The sharp-witted late-night TV star, who skewers the foibles of other celebrities, found himself on the end of the same treatment after being at the centre of a bizarre blackmail plot over his affairs with younger female staff members.
Jay Leno, Letterman's main opponent, did not hesitate to stick the knife in with his first on-air joke after the scandal broke. "If you came here tonight for sex with a talkshow host, you're in the wrong studio," Leno told his audience in his opening monologue. He then followed up by saying: "I have never had sexual relations with any of my staff."
That prompted a drummer in his studio band to storm off the stage in mock outrage while bandleader Kevin Eubanks quipped: "Jay, you're messing around on me?"
Another TV show host, Jimmy Fallon, cracked: "There's a new book out called Why Women Have Sex that has a list of the 237 reasons why women have sex, and Letterman knows the top 10."
Bill Maher on HBO joked: "I've never had sex with members of my staff - the guests, yes, of course, but not the staff."
The jibing will be a bitter experience for Letterman. Though he announced the news of his affairs and the blackmail plot on his own show - and has joked about it himself - the news has stunned America.
Letterman, a famously private individual, this year married his long-standing girlfriend and the mother of his child, Regina Lasko.

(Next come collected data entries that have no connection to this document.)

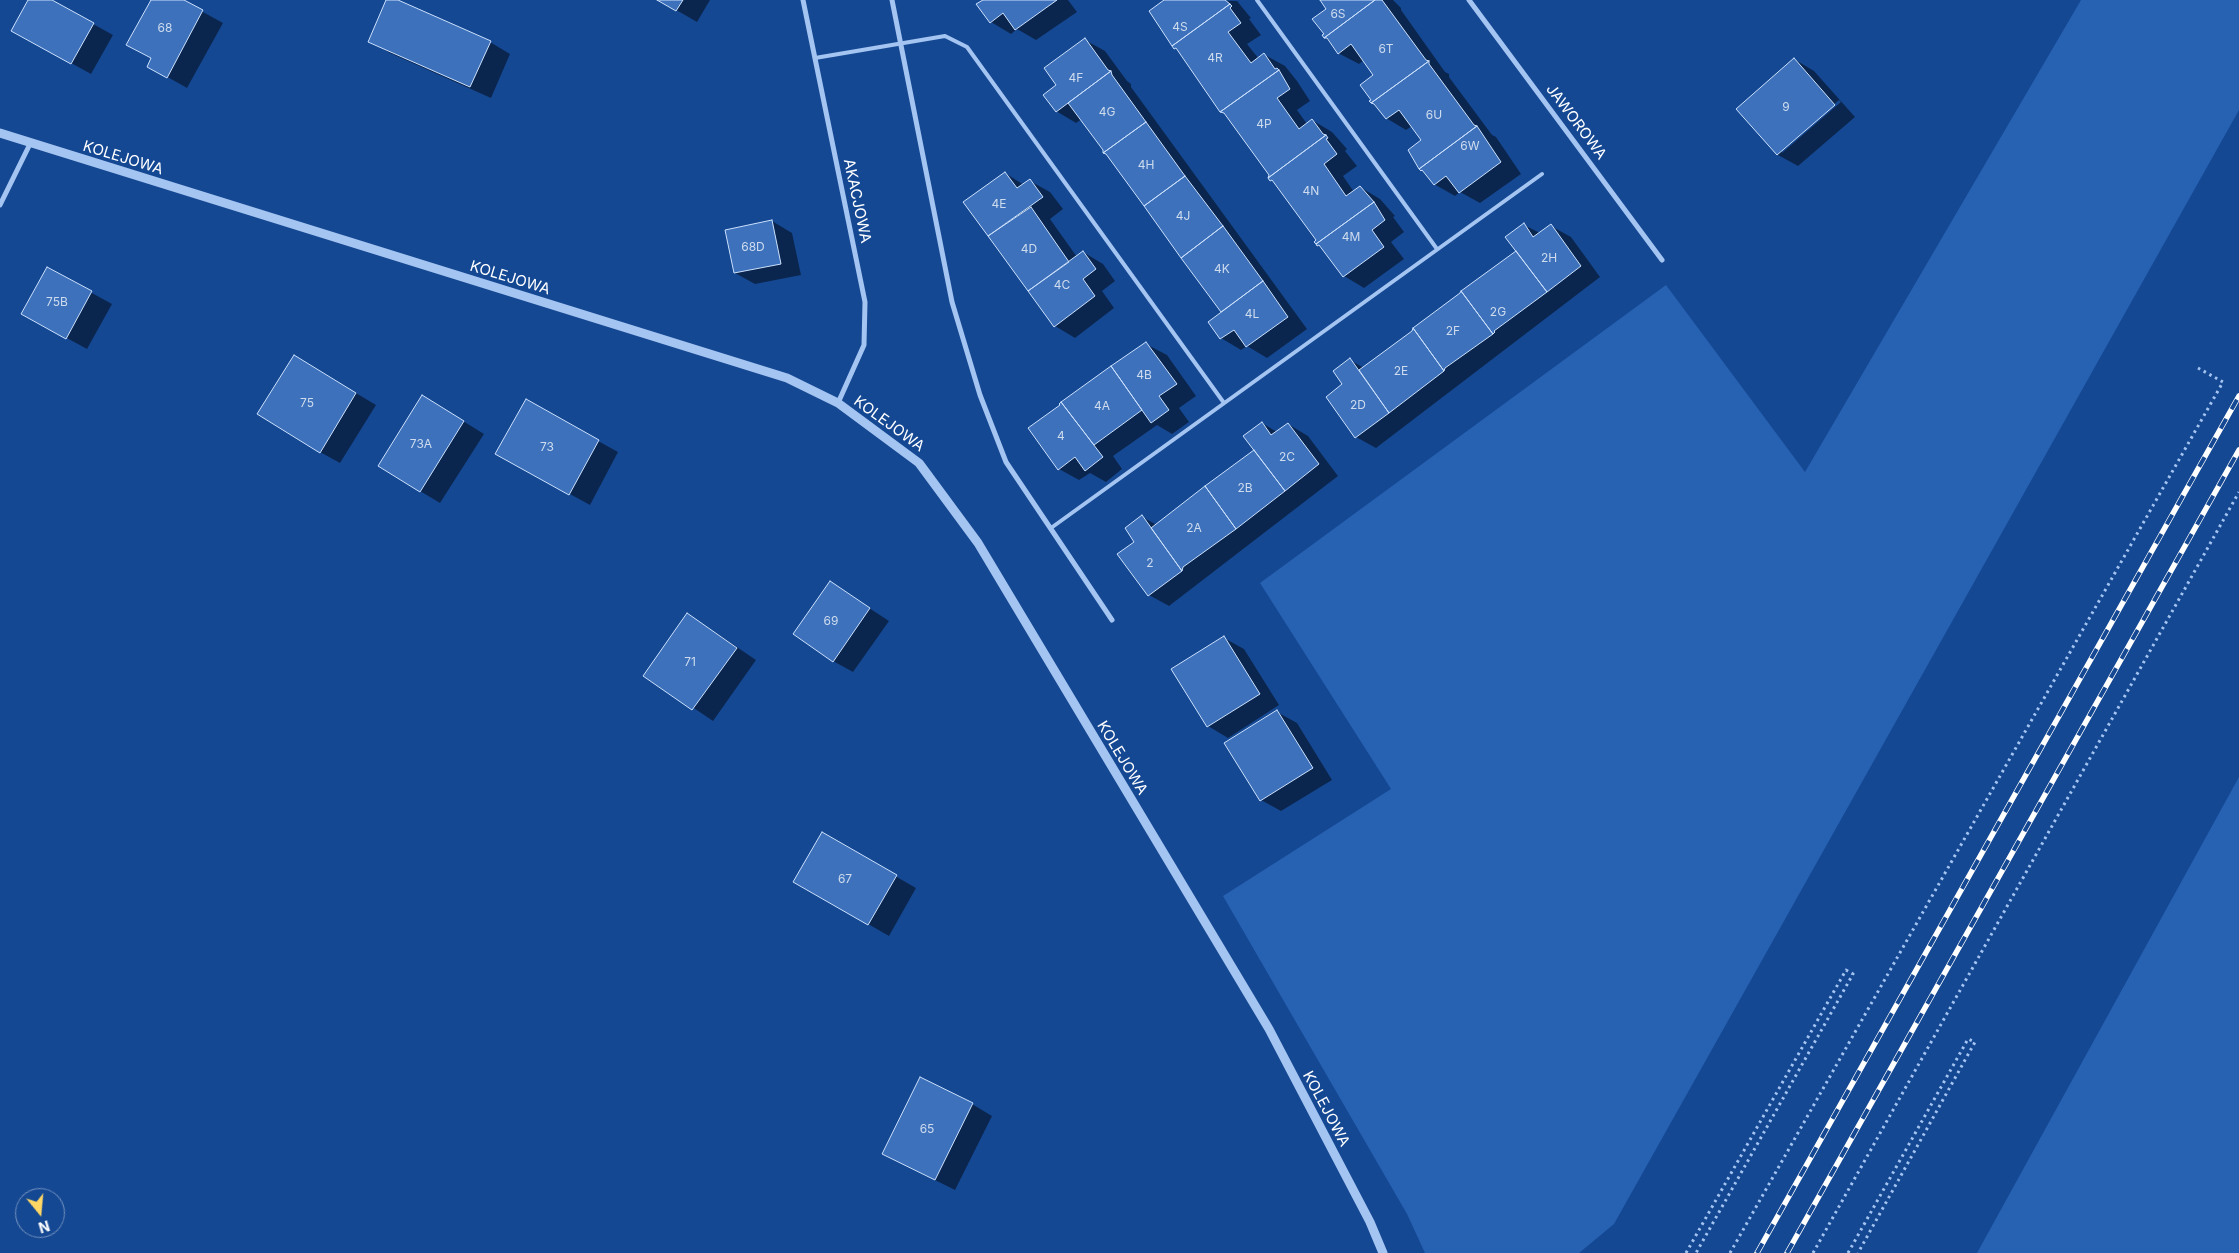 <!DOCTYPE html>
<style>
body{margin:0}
#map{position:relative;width:2239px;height:1253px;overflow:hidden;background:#154893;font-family:Inter,sans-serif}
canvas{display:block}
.north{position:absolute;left:15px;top:1188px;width:50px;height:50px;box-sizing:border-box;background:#154893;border:1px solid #7391be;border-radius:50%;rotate:163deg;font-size:14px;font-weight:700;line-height:20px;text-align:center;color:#fff}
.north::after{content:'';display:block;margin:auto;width:18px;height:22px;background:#ffd764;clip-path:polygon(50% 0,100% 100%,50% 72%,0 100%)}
</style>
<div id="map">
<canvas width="2239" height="1253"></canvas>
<div class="north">N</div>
</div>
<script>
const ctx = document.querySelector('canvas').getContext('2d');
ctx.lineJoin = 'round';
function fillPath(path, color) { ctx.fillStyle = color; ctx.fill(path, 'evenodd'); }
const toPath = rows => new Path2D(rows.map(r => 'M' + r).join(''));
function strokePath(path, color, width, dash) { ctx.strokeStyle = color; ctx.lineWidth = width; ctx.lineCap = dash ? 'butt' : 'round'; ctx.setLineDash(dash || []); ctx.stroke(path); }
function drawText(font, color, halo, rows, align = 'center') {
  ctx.font = font + ' Inter,sans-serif'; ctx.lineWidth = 5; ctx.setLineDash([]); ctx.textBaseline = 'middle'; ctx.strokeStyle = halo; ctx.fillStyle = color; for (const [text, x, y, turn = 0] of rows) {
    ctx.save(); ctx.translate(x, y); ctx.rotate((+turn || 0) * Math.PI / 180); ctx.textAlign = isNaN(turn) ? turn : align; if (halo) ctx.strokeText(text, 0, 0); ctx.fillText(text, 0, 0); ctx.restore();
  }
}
fillPath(toPath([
 [2081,0,2239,0,2239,110,1614,1224,1579,1253,1425,1253,1407,1214,1223,896,1391,789,1260,583,1666,285,1805,472],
 [2239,777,2239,1253,1977,1253]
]), '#2761b2');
fillPath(toPath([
 [30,0,50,0,113,35,91,74,33,42],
 [152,0,181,0,223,23,187,88,148,66,153,59],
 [388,0,395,0,490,42,510,54,491,98,390,53,370,41],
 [659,0,710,0,697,22],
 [985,0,1068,0,1077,12,1036,40,1017,29,1011,34,991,22],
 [1166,0,1237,1,1251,18,1249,19,1261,35,1247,44,1259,59,1265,55,1285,66,1297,81,1310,101,1297,110,1307,124,1312,120,1332,132,1347,149,1345,151,1357,166,1343,176,1354,192,1360,187,1380,199,1395,216,1393,217,1404,232,1391,242,1404,259,1364,288,1344,276,1323,247,1318,245,1318,241,1275,182,1271,180,1269,176,1270,175,1179,50,1175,48],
 [1321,0,1393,0,1401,8,1401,10,1445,72,1449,74,1449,77,1492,135,1496,137,1521,174,1480,203,1460,192,1455,196,1434,184,1422,170,1423,141,1412,126,1406,130,1386,118,1376,105,1375,75,1364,60,1359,64,1338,53,1324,35,1325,34,1328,9],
 [1085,40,1105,51,1127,81,1131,84,1131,87,1307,329,1267,358,1247,346,1241,350,1221,338,1209,322,1223,312,1082,119,1076,123,1056,111,1058,85],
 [1794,59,1814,71,1855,117,1798,166,1778,155,1738,109],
 [1839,100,1841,102,1782,153,1782,150],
 [1005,173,1024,185,1030,181,1050,192,1063,209,1050,219,1077,257,1083,252,1103,264,1115,281,1102,291,1114,308,1075,338,1055,326,965,202],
 [772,221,792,233,801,275,755,284,735,273],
 [1524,225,1540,233,1551,226,1571,237,1600,277,1376,448,1356,437,1344,385,1350,360,1364,368,1518,251],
 [48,269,112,304,87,349,43,325],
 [1146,344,1167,355,1196,396,1179,408,1189,422,1172,434,1157,425,1113,456,1122,469,1106,482,1090,473,1079,480,1059,469,1030,428,1112,367],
 [314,368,376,405,340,463,320,452],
 [526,401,618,452,590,505,517,465],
 [442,408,484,434,440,503,420,491],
 [1262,423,1277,432,1288,424,1308,436,1338,476,1169,606,1149,595,1136,542,1142,517,1157,525,1256,450],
 [831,583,889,621,853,672,833,661],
 [688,614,756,660,713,721,645,675],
 [1224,638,1244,649,1279,705,1228,738,1208,726],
 [1277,712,1297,723,1332,780,1281,811,1261,800],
 [822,834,916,888,889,936,795,882],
 [972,1104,992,1116,955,1190,883,1154]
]), '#0007');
const building = toPath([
 [28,0,52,0,94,23,71,64,11,31,28,0],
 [151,0,184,0,203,10,167,78,147,67,151,58,126,45,151,0],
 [386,0,398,0,491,41,470,87,368,42,386,0],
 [657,0,683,0,676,11,657,0],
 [983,0,1057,0,1015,30,1003,13,990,23,976,4,983,0],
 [1164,0,1225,0,1230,4,1172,46,1149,11,1164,0],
 [1320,0,1375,0,1324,38,1322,35,1324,34,1312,19,1326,9,1320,0],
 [1375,0,1382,0,1426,60,1429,61,1371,103,1369,101,1371,100,1360,85,1373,75,1351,44,1338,54,1327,38,1324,38,1375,0],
 [1230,4,1232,6,1230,8,1241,23,1228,32,1251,63,1264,53,1275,69,1277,68,1279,70,1220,112,1176,48,1174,49,1172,46,1230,4],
 [1085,38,1108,70,1111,71,1056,112,1043,95,1056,85,1044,68,1085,38],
 [1794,58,1835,105,1777,155,1736,109,1794,58],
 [1429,61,1429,64,1474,125,1477,126,1419,169,1408,150,1421,140,1399,110,1386,119,1374,104,1371,103,1429,61],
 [1279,70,1290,89,1277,98,1299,129,1312,119,1323,134,1326,135,1268,178,1269,175,1224,113,1220,112,1279,70],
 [1111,71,1112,75,1146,122,1103,153,1103,150,1068,103,1111,71],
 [1146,122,1185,176,1144,206,1106,154,1103,153,1146,122],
 [1477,126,1501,162,1459,193,1446,176,1434,185,1422,170,1421,171,1419,169,1477,126],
 [1326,135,1328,138,1326,139,1337,154,1324,164,1346,196,1360,186,1374,202,1316,244,1314,242,1316,240,1272,180,1270,181,1268,178,1326,135],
 [1005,172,1017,188,1030,179,1043,197,988,236,963,202,1005,172],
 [1185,176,1223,226,1181,258,1144,206,1185,176],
 [1374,202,1385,220,1372,230,1384,247,1343,277,1319,245,1317,246,1316,244,1374,202],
 [1031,207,1069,262,1028,291,988,236,1031,207],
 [772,220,781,264,734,273,725,230,772,220],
 [1524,223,1533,237,1551,224,1581,266,1547,292,1505,237,1524,223],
 [1223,226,1263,281,1221,312,1181,258,1223,226],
 [1083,251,1096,269,1083,279,1095,296,1054,327,1028,291,1083,251],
 [1516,251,1547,292,1494,331,1495,332,1493,334,1461,291,1516,251],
 [47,267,92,291,66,339,21,314,47,267],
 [1263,281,1288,317,1246,347,1234,330,1220,339,1208,322,1263,281],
 [1461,291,1493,334,1445,368,1444,371,1413,328,1460,293,1461,291],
 [1413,328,1444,371,1389,413,1359,370,1412,331,1413,328],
 [1146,342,1177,384,1159,396,1169,410,1151,423,1111,366,1146,342],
 [294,355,356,393,320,453,257,414,294,355],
 [1350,358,1389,413,1355,438,1326,397,1342,384,1333,371,1350,358],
 [1111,366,1142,410,1094,445,1061,402,1111,366],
 [422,395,464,421,420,492,378,466,422,395],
 [526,399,599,440,569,495,495,454,526,399],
 [1061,402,1103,457,1085,471,1075,457,1058,470,1028,428,1060,405,1059,404,1061,402],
 [1262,422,1271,435,1288,423,1319,464,1285,491,1243,436,1262,422],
 [1254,450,1285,491,1236,529,1205,486,1254,450],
 [1205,486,1236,529,1183,567,1182,571,1151,528,1205,486],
 [1142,515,1182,571,1148,596,1117,554,1134,542,1125,528,1142,515],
 [830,581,870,608,833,662,793,634,830,581],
 [687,613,737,648,692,710,643,676,687,613],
 [1224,636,1260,694,1207,727,1171,669,1224,636],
 [1277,710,1313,768,1260,801,1224,743,1277,710],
 [822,832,897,875,868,925,793,882,822,832],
 [920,1077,973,1103,935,1180,882,1154,920,1077]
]);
fillPath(building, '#3d71bb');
strokePath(building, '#cbe0fc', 1);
strokePath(toPath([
 [1686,1253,1846,970,1853,974,1696,1253],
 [1730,1253,2223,382,2198,368],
 [1813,1253,2239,492],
 [1848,1253,1968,1039,1975,1042,1858,1253]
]), '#a4c4f1', 3, [2.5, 4]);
strokePath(toPath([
 [1257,0,1437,249],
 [815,58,945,36,967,47,1224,403],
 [1051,528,1542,174]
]), '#a4c4f1', 4);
strokePath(toPath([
 [803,0,865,302,864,345,838,403],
 [892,0,952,302,980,395,1006,462,1112,620],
 [1469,0,1662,260],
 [0,205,30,144]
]), '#a4c4f1', 5);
strokePath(toPath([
 [0,133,787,378,838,403,919,463,978,543,1269,1029,1370,1222,1383,1253]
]), '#a4c4f1', 9);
const rail = toPath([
 [1757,1253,2239,396],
 [1787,1253,2239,450]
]);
strokePath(rail, '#fff', 5.5);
strokePath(rail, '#154893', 4, [11]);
drawText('12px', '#cedcee', null, [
 ["6S",1338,14],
 ["4S",1180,27],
 ["68",165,28],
 ["6T",1386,49],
 ["4R",1215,58],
 ["4F",1076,78],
 ["9",1786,107],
 ["4G",1107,112],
 ["6U",1434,115],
 ["4P",1264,124],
 ["6W",1470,146],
 ["4H",1146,165],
 ["4N",1311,191],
 ["4E",999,204],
 ["4J",1183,216],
 ["4M",1351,237],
 ["68D",753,247],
 ["4D",1029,249],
 ["2H",1549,258],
 ["4K",1222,269],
 ["4C",1062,285],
 ["75B",57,302],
 ["2G",1498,312],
 ["4L",1252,314],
 ["2F",1453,331],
 ["2E",1401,371],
 ["4B",1144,375],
 ["75",307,403],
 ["2D",1358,405],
 ["4A",1102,406],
 ["4",1061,436],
 ["73A",421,444],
 ["73",547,447],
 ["2C",1287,457],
 ["2B",1245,488],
 ["2A",1194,528],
 ["2",1150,563],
 ["69",831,621],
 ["71",690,662],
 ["67",845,879],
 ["65",927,1129]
]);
drawText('15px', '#fff', '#154893', [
 ["JAWOROWA",1576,122,53],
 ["KOLEJOWA",123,158,17],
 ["AKACJOWA",857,201,78],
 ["KOLEJOWA",510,278,17],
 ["KOLEJOWA",889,424,36],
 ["KOLEJOWA",1122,758,59],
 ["KOLEJOWA",1326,1109,62]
]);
</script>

Now he finds himself at the centre of a storm that is likely to be good for ratings, but has made him the butt of jokes and gossip.
Despite his high profile, Letterman has always tried to keep his personal life out of the spotlight. He is often portrayed as the classic "serious clown" whose intense, driven private personality is at odds with his public image as a jokey, happy-go-lucky talkshow host.
But this latest grim episode is just the latest time Letterman's private life has entered the headlines. In 2005 he was the victim of a planned plot to kidnap his son, then 16 months old, and his nanny.
In that case a house painter who worked for the star had wanted to extort $5 million ($6.9 million) from him.
In another incident, a woman repeatedly stalked Letterman and eventually committed suicide in 1998.
Despite such incidents, many will see the latest episode as some sort of karmic revenge for Letterman's often merciless take on the moral lapses of others.
In his jokey quips and famous "top 10" lists Letterman and his team of writers have rarely pulled their punches. Gossip website Gawker headlined a post on the scandal: "Letterman haunted by ghosts of Monica Lewinsky jokes past."
Indeed, Letterman himself has already got in on the joke. As he announced the plot and details of his affairs to a stunned studio audience, and millions of viewers watching at home, Letterman could not resist cracking jokes at his own expense. "I know what you're saying. 'I'll be darned. Dave had sex'," he said.